• [What you should do] Search the material below for the string "import" and copy each line where it appears.

• [Given records]

= = = = =

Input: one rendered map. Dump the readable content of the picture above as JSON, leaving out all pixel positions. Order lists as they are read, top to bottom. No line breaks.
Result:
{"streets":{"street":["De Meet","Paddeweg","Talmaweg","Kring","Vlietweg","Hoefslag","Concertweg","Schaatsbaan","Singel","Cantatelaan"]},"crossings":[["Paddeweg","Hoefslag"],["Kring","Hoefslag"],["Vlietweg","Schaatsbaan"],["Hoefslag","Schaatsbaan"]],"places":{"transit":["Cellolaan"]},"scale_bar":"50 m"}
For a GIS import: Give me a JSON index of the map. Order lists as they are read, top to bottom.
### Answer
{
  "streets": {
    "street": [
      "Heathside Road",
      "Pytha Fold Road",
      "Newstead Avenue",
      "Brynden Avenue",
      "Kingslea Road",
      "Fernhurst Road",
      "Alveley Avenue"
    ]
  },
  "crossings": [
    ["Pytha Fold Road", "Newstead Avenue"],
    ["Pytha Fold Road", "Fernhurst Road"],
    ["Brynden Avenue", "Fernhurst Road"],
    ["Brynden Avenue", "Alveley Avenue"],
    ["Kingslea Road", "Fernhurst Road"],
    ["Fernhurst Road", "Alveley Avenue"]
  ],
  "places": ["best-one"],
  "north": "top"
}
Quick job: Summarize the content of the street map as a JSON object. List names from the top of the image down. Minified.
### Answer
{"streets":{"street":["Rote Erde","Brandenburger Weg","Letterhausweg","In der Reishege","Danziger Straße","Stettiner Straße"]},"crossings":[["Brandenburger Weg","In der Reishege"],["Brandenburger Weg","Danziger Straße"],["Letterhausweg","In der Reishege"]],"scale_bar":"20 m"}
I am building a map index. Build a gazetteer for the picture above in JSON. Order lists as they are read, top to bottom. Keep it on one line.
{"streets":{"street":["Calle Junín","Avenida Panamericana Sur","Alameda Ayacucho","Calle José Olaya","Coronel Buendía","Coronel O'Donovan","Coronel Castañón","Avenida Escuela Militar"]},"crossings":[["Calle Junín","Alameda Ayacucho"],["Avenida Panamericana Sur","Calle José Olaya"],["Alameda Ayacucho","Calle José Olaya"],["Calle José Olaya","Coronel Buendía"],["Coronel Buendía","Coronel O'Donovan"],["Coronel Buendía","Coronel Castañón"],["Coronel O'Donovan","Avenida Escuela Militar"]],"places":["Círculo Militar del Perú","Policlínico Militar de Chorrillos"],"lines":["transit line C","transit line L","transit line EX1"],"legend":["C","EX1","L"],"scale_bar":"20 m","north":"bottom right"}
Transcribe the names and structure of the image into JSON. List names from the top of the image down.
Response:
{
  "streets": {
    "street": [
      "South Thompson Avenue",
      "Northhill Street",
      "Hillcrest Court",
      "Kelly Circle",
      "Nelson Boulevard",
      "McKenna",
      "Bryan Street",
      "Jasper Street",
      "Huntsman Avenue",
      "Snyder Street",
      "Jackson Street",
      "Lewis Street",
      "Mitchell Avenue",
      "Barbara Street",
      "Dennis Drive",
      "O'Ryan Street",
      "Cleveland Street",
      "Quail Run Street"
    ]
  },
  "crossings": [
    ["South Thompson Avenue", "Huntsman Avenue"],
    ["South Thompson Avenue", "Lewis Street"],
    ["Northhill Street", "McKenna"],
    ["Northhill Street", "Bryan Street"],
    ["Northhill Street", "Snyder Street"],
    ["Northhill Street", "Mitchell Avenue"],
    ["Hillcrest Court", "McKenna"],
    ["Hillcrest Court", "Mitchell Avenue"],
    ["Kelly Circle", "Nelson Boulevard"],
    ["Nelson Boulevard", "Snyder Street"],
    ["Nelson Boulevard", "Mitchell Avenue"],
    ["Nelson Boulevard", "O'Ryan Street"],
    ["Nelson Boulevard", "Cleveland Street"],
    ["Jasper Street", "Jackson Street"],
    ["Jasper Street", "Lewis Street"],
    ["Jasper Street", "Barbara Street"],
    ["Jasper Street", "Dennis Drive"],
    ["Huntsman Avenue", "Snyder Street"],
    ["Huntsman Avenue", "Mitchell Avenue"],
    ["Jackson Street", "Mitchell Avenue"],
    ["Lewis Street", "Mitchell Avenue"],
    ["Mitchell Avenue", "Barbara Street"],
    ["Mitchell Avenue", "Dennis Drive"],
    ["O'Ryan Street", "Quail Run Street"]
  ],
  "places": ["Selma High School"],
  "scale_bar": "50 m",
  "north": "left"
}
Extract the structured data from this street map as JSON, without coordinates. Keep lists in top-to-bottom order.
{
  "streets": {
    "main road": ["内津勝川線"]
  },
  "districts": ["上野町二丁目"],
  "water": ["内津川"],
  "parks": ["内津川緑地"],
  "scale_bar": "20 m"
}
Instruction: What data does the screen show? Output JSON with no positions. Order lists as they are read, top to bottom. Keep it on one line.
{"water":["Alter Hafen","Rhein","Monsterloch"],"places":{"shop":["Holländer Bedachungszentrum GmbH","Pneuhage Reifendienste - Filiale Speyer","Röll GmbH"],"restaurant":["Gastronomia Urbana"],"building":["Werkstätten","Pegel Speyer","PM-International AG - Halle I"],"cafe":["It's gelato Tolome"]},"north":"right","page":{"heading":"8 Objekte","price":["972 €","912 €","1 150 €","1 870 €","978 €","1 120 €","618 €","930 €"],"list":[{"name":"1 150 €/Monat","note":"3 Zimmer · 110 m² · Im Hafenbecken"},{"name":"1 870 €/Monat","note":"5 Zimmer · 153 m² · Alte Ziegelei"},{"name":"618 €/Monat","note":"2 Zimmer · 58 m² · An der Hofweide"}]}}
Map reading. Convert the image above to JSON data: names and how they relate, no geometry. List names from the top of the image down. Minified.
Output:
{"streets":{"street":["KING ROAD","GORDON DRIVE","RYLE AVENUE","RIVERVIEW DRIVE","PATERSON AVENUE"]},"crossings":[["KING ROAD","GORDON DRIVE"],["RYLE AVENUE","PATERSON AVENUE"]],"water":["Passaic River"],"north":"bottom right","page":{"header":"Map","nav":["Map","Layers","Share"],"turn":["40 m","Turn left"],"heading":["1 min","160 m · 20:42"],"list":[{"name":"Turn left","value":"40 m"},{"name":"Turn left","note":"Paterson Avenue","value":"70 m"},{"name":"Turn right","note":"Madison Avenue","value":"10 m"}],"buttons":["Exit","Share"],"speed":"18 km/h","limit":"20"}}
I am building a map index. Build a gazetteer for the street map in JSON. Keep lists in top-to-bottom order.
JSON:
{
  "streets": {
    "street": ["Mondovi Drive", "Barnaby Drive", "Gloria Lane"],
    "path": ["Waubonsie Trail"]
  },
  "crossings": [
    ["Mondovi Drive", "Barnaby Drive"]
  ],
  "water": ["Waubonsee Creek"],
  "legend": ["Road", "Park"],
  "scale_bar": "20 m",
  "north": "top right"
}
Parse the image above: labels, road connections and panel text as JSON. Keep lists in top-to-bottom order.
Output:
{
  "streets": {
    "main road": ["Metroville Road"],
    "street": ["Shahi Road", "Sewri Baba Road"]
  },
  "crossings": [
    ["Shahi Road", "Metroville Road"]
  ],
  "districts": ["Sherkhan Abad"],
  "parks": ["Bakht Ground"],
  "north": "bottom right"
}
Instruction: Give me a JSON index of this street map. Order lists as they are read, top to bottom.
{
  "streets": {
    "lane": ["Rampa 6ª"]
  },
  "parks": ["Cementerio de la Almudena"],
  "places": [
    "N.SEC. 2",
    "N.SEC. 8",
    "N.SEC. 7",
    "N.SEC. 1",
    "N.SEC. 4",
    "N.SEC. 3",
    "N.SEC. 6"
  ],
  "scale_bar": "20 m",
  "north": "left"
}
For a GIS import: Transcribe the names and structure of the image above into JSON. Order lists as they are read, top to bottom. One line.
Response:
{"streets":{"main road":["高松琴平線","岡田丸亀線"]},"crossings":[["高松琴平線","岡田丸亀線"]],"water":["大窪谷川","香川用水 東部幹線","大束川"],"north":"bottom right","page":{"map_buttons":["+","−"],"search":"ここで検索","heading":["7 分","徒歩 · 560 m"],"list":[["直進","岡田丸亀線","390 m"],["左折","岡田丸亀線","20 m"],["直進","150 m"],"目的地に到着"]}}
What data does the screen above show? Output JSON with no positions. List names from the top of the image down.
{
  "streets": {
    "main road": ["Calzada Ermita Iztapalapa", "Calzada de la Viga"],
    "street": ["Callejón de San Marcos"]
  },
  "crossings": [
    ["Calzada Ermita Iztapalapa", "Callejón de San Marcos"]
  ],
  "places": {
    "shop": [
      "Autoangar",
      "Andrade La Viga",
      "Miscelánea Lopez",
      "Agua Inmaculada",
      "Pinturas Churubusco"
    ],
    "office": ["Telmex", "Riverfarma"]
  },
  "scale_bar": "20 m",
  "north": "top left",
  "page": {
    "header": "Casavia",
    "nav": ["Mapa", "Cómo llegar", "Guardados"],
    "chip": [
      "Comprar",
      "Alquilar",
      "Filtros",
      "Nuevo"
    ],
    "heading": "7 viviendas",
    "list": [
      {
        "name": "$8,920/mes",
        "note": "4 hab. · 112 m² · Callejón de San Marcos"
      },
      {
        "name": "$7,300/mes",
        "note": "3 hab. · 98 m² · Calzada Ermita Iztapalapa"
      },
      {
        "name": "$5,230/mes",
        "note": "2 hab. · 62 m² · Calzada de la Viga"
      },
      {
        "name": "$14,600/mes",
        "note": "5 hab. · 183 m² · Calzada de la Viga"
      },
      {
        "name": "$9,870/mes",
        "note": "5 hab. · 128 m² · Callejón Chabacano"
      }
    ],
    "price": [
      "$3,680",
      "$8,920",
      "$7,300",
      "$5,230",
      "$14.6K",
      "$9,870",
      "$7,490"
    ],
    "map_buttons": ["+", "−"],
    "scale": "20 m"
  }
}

= = = = =

• [Finished task]
For a GIS import: Give me a JSON index of the map. Order lists as they are read, top to bottom.
For a GIS import: Transcribe the names and structure of the image above into JSON. Order lists as they are read, top to bottom. One line.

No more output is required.